What to work on | If a picture appears, leave it out, and reproduce exactly the lines from the start of the listing below through the one bearing "position:absolute; inset:0; border:4px".

(Input for this task begins)

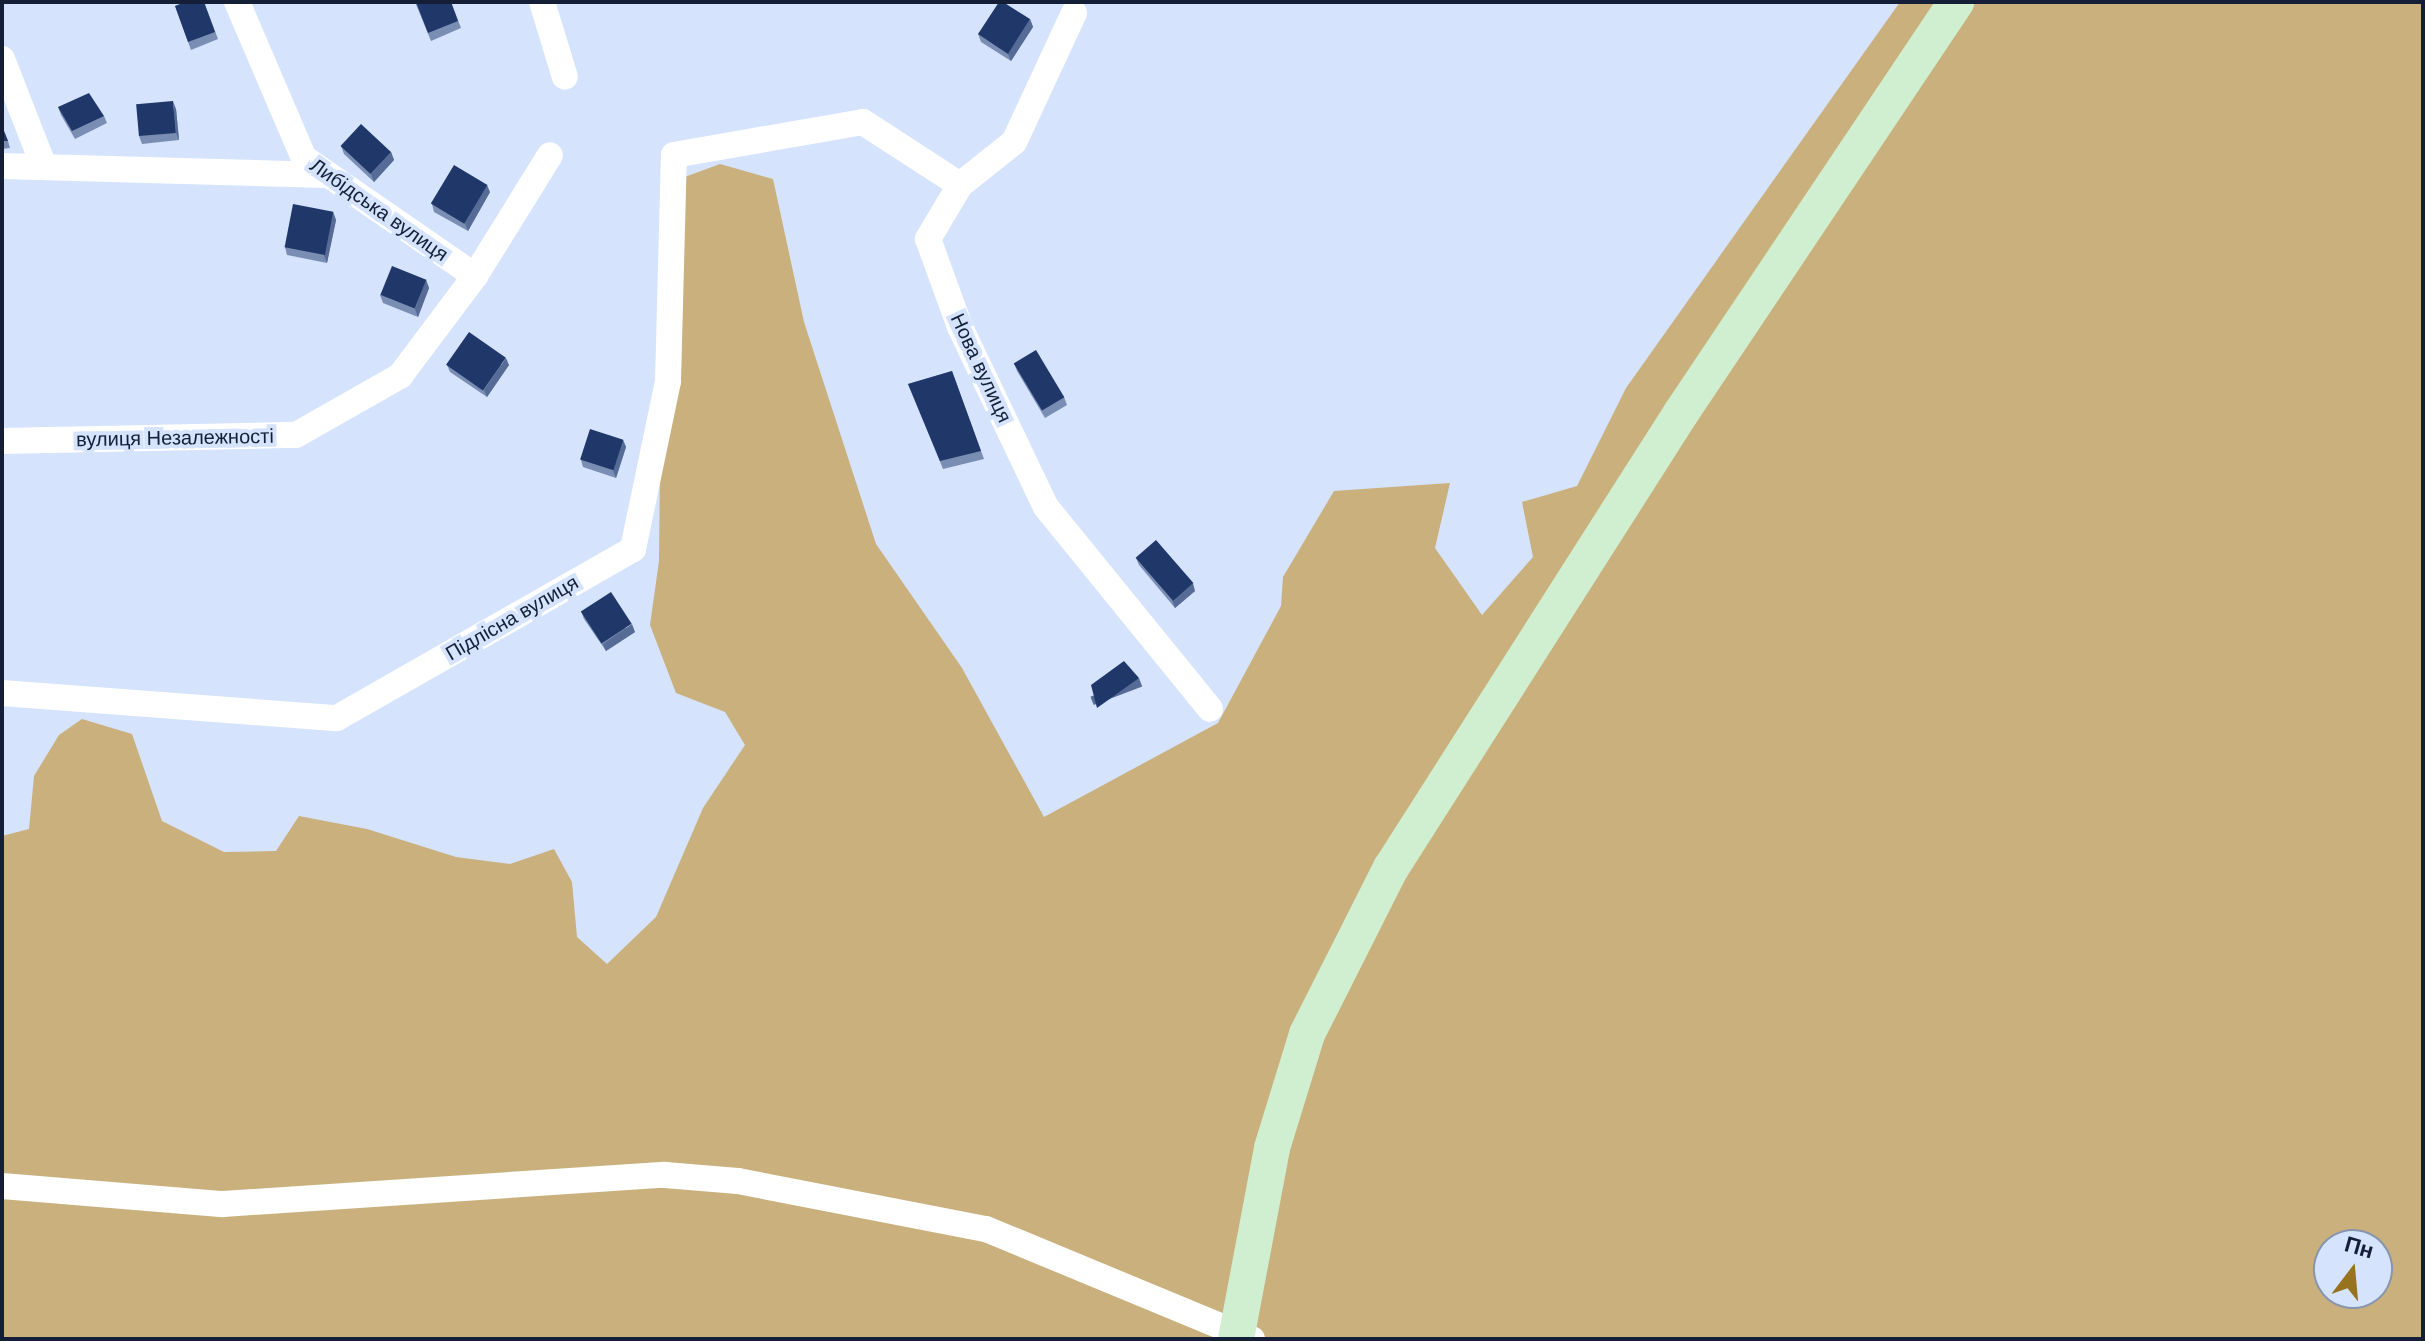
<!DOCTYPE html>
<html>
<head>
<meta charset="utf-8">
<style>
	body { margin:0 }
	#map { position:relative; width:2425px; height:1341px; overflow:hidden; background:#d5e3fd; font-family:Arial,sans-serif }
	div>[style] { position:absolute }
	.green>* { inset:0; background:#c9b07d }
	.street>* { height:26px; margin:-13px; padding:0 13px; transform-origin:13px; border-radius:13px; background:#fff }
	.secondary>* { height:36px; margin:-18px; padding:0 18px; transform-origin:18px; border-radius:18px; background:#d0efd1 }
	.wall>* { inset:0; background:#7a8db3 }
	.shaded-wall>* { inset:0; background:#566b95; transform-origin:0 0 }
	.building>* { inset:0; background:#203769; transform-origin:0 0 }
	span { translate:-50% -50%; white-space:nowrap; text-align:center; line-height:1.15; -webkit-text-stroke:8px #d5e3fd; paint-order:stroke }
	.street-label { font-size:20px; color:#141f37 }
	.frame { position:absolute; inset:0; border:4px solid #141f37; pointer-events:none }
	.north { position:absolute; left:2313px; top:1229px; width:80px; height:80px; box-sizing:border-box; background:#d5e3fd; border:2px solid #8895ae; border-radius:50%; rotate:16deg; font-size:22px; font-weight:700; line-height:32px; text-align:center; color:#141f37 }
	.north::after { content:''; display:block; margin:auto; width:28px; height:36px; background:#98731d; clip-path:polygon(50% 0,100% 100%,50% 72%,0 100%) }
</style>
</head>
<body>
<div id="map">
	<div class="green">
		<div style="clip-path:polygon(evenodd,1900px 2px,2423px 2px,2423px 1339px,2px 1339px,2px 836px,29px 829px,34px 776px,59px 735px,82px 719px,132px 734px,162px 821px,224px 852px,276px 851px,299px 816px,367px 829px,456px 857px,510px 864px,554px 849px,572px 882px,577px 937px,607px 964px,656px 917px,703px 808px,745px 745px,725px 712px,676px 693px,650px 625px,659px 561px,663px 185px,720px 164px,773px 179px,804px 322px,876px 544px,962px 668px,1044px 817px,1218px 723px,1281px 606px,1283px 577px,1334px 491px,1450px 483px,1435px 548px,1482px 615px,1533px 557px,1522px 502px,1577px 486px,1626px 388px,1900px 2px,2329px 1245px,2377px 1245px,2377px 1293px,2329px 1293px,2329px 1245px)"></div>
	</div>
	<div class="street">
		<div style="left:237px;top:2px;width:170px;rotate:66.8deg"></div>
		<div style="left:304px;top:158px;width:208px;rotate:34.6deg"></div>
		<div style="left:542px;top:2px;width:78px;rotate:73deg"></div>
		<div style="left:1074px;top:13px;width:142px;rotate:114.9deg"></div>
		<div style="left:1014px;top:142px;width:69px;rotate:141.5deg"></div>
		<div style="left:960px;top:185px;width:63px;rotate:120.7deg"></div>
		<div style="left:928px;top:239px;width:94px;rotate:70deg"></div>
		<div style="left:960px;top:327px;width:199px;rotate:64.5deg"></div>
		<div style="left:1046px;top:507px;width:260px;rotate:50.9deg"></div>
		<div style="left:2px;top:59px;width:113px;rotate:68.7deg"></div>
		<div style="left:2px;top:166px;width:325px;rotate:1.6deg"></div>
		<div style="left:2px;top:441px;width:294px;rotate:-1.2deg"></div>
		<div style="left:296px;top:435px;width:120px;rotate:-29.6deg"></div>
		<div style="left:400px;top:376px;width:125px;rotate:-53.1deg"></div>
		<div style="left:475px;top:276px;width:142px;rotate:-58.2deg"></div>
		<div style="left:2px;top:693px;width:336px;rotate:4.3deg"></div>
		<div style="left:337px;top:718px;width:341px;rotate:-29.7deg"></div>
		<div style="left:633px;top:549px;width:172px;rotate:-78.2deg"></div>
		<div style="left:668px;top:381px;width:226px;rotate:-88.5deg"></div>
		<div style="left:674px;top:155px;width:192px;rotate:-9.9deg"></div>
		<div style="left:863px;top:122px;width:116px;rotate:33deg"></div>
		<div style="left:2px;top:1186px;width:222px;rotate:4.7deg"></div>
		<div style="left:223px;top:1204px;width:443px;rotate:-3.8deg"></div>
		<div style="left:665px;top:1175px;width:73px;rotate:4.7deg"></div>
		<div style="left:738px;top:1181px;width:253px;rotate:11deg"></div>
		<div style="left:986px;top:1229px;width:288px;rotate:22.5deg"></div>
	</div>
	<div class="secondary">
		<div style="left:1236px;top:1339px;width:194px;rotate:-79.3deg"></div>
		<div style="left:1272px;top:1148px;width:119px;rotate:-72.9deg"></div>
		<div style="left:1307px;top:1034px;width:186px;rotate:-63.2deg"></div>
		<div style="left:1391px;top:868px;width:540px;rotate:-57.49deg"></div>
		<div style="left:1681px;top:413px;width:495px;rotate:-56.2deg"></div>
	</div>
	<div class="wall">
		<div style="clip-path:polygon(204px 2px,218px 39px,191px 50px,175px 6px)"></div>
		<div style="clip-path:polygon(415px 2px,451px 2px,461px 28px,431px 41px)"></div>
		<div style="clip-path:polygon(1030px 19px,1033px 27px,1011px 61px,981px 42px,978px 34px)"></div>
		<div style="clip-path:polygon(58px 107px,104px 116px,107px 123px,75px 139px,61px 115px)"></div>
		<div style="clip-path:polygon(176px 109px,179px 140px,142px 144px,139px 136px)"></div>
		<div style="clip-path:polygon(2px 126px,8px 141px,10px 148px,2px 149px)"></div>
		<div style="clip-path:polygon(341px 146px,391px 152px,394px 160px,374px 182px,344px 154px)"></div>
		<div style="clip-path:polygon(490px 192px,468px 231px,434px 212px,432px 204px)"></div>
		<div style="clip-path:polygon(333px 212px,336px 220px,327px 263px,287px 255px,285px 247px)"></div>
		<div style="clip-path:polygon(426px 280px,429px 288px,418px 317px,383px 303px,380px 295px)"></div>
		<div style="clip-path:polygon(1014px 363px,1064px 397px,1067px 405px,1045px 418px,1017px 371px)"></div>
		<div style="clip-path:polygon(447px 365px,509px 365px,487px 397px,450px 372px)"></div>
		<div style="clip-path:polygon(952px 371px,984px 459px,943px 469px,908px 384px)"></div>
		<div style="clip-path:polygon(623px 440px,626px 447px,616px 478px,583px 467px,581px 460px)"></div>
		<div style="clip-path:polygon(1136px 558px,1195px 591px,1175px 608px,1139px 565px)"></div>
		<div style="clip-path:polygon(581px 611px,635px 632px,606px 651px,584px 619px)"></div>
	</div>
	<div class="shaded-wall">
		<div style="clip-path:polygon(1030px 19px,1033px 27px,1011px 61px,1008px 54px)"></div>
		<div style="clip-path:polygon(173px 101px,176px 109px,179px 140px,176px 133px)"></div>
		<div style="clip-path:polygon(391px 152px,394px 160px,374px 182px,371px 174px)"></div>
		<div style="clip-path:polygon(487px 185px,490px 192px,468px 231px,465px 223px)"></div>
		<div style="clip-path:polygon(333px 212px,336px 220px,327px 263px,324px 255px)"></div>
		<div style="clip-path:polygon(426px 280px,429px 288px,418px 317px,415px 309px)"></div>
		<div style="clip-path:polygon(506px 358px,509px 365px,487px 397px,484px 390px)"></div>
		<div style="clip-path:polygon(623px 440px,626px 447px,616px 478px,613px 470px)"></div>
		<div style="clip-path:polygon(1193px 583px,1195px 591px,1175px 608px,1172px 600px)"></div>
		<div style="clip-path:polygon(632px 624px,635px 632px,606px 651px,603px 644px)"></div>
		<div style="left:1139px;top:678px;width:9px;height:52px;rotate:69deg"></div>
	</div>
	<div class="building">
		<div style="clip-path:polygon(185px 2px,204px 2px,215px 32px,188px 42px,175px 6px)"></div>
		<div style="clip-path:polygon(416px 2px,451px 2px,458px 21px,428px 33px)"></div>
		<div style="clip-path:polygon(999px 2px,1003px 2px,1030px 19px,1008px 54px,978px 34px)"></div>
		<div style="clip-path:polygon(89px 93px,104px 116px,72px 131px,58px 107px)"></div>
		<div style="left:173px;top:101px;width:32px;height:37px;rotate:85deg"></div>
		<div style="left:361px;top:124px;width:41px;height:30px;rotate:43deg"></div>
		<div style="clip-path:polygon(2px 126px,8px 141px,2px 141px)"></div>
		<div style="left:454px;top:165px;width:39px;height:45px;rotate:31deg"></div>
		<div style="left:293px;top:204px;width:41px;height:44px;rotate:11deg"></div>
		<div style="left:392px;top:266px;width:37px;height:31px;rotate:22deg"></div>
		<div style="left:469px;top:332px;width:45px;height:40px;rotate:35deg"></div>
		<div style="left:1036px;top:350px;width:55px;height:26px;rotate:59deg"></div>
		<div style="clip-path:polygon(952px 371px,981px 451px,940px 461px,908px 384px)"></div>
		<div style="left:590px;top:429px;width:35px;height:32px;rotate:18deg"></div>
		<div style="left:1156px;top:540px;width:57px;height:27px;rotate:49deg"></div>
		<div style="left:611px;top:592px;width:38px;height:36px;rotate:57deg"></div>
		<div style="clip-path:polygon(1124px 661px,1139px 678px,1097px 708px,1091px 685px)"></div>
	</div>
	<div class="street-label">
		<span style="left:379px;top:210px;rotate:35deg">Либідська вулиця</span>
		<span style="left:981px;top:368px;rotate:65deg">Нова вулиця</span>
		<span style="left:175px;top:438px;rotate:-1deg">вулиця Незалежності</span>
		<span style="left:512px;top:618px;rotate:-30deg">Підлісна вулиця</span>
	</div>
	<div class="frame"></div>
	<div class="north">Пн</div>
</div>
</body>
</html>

(Input for this task ends)

Task output |
<!DOCTYPE html>
<html>
<head>
<meta charset="utf-8">
<style>
	body { margin:0 }
	#map { position:relative; width:2425px; height:1341px; overflow:hidden; background:#d5e3fd; font-family:Arial,sans-serif }
	div>[style] { position:absolute }
	.green>* { inset:0; background:#c9b07d }
	.street>* { height:26px; margin:-13px; padding:0 13px; transform-origin:13px; border-radius:13px; background:#fff }
	.secondary>* { height:36px; margin:-18px; padding:0 18px; transform-origin:18px; border-radius:18px; background:#d0efd1 }
	.wall>* { inset:0; background:#7a8db3 }
	.shaded-wall>* { inset:0; background:#566b95; transform-origin:0 0 }
	.building>* { inset:0; background:#203769; transform-origin:0 0 }
	span { translate:-50% -50%; white-space:nowrap; text-align:center; line-height:1.15; -webkit-text-stroke:8px #d5e3fd; paint-order:stroke }
	.street-label { font-size:20px; color:#141f37 }
	.frame { position:absolute; inset:0; border:4px solid #141f37; pointer-events:none }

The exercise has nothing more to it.